Every line below containing the word "Elevation" should be found and copied.
(Records shown Opens)
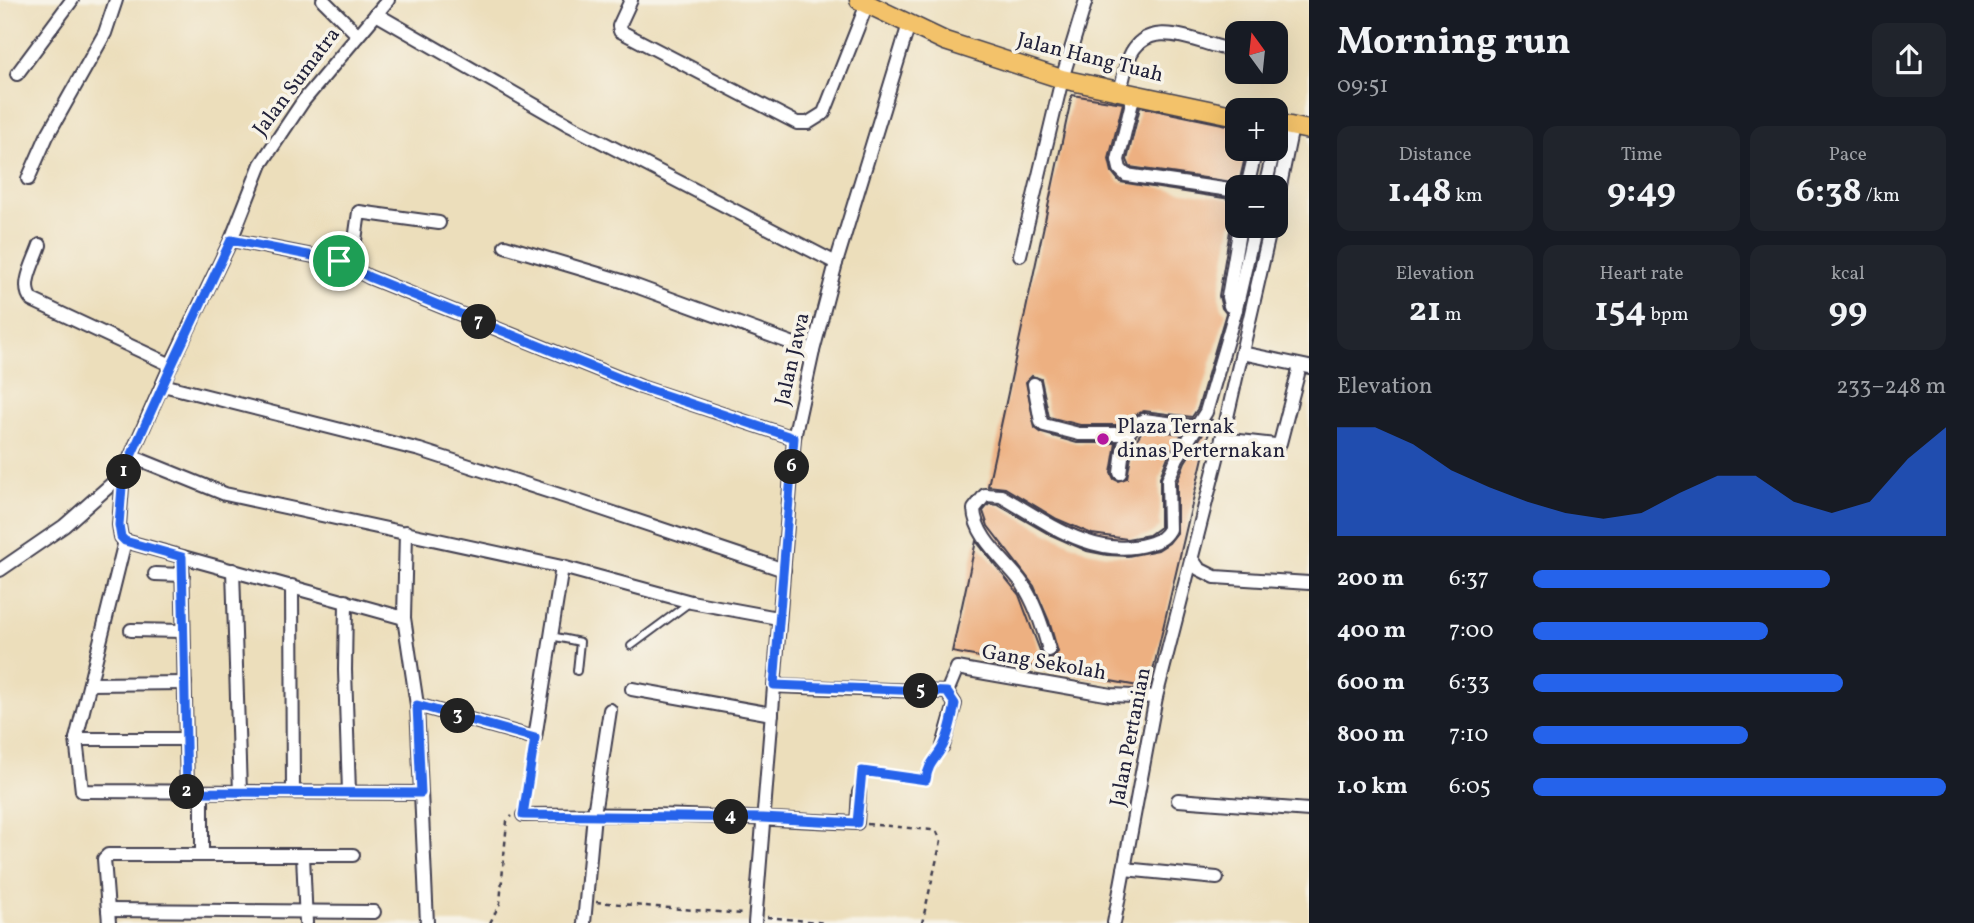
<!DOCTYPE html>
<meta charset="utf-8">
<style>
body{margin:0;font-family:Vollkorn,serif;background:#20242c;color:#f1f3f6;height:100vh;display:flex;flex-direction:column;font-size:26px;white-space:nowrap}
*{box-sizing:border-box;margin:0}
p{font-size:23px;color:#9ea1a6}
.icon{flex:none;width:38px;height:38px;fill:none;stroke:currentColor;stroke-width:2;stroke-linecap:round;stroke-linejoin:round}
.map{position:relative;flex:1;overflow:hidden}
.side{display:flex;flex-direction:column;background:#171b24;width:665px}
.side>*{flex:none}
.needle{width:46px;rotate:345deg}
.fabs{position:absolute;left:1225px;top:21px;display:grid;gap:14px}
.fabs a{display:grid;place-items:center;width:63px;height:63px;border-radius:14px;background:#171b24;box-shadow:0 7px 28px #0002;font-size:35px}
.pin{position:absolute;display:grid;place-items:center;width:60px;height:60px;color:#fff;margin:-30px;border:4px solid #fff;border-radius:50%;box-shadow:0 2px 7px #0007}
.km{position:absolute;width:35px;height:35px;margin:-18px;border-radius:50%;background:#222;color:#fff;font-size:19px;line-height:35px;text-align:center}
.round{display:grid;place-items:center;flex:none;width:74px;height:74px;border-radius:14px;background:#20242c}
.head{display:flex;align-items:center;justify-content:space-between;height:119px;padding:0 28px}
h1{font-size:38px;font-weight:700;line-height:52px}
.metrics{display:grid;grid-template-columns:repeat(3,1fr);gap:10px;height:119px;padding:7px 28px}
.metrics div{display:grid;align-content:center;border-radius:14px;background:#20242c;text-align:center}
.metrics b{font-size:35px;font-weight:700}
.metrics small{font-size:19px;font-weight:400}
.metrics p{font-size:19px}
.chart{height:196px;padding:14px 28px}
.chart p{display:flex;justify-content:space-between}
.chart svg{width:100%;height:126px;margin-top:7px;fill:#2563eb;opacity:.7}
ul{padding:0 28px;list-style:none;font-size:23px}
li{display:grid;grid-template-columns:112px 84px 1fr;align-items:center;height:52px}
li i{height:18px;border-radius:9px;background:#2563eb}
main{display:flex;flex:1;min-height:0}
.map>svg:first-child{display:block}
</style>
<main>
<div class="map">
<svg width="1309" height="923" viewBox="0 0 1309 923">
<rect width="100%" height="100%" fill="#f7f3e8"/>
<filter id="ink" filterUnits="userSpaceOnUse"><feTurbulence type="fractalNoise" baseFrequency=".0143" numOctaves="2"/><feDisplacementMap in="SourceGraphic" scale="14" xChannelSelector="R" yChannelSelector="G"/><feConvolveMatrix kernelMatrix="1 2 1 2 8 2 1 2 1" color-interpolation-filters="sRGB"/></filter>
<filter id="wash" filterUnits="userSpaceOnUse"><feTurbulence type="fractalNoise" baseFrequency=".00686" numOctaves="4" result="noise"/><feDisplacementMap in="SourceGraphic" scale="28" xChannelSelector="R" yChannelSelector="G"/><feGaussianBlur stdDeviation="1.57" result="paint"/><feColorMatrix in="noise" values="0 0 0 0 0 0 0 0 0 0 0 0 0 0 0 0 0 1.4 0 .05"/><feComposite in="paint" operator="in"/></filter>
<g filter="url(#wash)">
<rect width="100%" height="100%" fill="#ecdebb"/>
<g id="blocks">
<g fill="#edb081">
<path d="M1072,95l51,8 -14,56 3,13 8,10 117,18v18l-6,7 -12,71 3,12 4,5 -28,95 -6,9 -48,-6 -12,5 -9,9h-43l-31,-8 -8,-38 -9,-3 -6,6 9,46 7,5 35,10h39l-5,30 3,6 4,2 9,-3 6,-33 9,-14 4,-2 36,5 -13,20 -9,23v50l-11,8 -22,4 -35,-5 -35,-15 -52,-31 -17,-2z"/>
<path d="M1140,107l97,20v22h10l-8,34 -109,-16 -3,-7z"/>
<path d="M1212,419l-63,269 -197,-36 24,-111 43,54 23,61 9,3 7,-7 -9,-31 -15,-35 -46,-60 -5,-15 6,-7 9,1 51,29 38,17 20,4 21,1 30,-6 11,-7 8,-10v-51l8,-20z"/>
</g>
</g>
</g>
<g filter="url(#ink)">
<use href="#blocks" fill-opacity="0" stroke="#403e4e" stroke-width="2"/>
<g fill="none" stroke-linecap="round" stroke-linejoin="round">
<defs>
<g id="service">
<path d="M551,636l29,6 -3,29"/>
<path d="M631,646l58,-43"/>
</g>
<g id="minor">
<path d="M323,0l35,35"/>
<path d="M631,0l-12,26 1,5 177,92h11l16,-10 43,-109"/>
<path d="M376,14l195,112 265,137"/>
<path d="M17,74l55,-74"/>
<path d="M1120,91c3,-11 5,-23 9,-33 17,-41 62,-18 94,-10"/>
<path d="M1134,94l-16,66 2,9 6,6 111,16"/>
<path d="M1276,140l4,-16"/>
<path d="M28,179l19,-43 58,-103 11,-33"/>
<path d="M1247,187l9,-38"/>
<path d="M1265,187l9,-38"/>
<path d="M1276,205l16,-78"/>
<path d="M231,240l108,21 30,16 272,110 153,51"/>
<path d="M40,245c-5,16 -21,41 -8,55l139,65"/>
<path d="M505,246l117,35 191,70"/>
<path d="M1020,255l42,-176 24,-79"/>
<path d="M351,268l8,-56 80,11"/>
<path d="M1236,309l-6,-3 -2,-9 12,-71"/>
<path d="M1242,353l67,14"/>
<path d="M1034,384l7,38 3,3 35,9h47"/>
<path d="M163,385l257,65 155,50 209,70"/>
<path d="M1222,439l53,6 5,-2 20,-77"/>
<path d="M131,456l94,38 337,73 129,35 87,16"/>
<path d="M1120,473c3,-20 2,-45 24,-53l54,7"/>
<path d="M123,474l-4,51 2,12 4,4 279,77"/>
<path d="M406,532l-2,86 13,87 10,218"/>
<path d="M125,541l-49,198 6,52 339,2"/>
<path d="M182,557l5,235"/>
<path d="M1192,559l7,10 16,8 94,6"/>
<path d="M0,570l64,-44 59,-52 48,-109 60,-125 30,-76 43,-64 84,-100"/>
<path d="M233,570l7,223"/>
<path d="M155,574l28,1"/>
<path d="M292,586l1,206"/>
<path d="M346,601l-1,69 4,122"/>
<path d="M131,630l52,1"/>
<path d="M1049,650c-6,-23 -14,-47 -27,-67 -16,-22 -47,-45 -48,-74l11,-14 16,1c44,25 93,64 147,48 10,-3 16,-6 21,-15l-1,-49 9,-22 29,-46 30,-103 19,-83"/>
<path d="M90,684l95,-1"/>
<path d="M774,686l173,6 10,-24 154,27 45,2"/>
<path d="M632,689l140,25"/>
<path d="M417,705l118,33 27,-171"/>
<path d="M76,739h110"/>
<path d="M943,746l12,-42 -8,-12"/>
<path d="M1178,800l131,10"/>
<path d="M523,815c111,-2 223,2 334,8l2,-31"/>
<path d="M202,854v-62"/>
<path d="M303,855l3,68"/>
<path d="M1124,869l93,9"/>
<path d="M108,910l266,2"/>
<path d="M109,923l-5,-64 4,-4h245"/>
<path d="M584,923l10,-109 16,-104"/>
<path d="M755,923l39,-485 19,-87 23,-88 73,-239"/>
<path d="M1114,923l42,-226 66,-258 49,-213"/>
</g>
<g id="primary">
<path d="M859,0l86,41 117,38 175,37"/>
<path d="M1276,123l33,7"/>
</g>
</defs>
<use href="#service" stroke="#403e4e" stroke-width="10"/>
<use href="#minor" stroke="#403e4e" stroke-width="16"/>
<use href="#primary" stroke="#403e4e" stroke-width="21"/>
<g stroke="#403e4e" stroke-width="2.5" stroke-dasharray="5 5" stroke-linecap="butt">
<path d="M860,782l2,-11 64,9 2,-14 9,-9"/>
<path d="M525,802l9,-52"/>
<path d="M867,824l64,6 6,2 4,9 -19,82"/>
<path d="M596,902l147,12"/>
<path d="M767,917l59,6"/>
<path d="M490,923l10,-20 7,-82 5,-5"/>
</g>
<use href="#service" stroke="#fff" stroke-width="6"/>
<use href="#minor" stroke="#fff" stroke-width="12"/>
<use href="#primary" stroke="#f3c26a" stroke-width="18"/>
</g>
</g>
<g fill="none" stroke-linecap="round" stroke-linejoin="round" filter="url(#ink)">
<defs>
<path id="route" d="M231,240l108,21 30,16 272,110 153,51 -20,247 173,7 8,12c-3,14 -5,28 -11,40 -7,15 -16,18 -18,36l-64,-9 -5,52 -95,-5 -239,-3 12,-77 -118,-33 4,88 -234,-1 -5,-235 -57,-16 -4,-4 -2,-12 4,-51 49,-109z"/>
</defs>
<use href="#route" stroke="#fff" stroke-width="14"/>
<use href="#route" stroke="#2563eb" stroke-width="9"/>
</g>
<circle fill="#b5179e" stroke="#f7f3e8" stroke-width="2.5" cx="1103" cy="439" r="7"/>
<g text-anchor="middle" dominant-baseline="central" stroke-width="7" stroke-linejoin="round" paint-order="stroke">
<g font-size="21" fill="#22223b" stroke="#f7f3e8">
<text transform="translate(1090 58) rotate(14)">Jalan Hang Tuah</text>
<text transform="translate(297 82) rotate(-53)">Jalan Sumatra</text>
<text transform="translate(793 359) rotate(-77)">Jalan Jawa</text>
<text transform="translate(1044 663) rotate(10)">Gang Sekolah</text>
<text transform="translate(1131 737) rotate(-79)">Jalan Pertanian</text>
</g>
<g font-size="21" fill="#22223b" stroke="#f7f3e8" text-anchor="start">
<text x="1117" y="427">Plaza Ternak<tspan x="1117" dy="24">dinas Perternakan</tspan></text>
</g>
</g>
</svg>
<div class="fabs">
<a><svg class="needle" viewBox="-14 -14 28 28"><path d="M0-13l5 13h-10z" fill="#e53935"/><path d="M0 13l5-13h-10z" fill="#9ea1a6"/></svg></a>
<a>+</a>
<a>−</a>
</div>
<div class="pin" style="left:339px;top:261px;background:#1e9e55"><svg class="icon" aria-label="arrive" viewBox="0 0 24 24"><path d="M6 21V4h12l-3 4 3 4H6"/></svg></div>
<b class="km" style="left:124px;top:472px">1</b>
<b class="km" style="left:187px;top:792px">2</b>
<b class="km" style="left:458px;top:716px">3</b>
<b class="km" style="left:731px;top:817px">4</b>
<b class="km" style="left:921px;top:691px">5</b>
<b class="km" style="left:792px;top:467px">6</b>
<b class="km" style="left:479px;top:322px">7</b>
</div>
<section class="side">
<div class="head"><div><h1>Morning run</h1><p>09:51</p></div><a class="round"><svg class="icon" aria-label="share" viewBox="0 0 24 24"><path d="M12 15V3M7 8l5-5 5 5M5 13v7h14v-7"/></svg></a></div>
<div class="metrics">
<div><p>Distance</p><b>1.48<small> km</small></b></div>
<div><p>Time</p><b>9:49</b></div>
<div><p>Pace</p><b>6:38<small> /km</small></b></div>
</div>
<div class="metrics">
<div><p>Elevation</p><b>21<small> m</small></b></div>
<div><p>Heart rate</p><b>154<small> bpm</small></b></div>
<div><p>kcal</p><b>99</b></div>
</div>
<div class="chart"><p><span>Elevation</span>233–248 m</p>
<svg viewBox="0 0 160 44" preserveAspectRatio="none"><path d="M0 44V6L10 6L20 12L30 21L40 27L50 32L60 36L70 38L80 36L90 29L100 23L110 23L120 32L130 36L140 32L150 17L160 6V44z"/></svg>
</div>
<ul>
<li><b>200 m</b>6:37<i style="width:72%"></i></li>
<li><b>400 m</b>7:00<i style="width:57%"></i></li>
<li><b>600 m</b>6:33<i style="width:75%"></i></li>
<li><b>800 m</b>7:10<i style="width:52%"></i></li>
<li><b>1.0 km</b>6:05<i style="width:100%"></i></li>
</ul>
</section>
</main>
(Records shown Closes)
= Expected answer =
<div><p>Elevation</p><b>21<small> m</small></b></div>
<div class="chart"><p><span>Elevation</span>233–248 m</p>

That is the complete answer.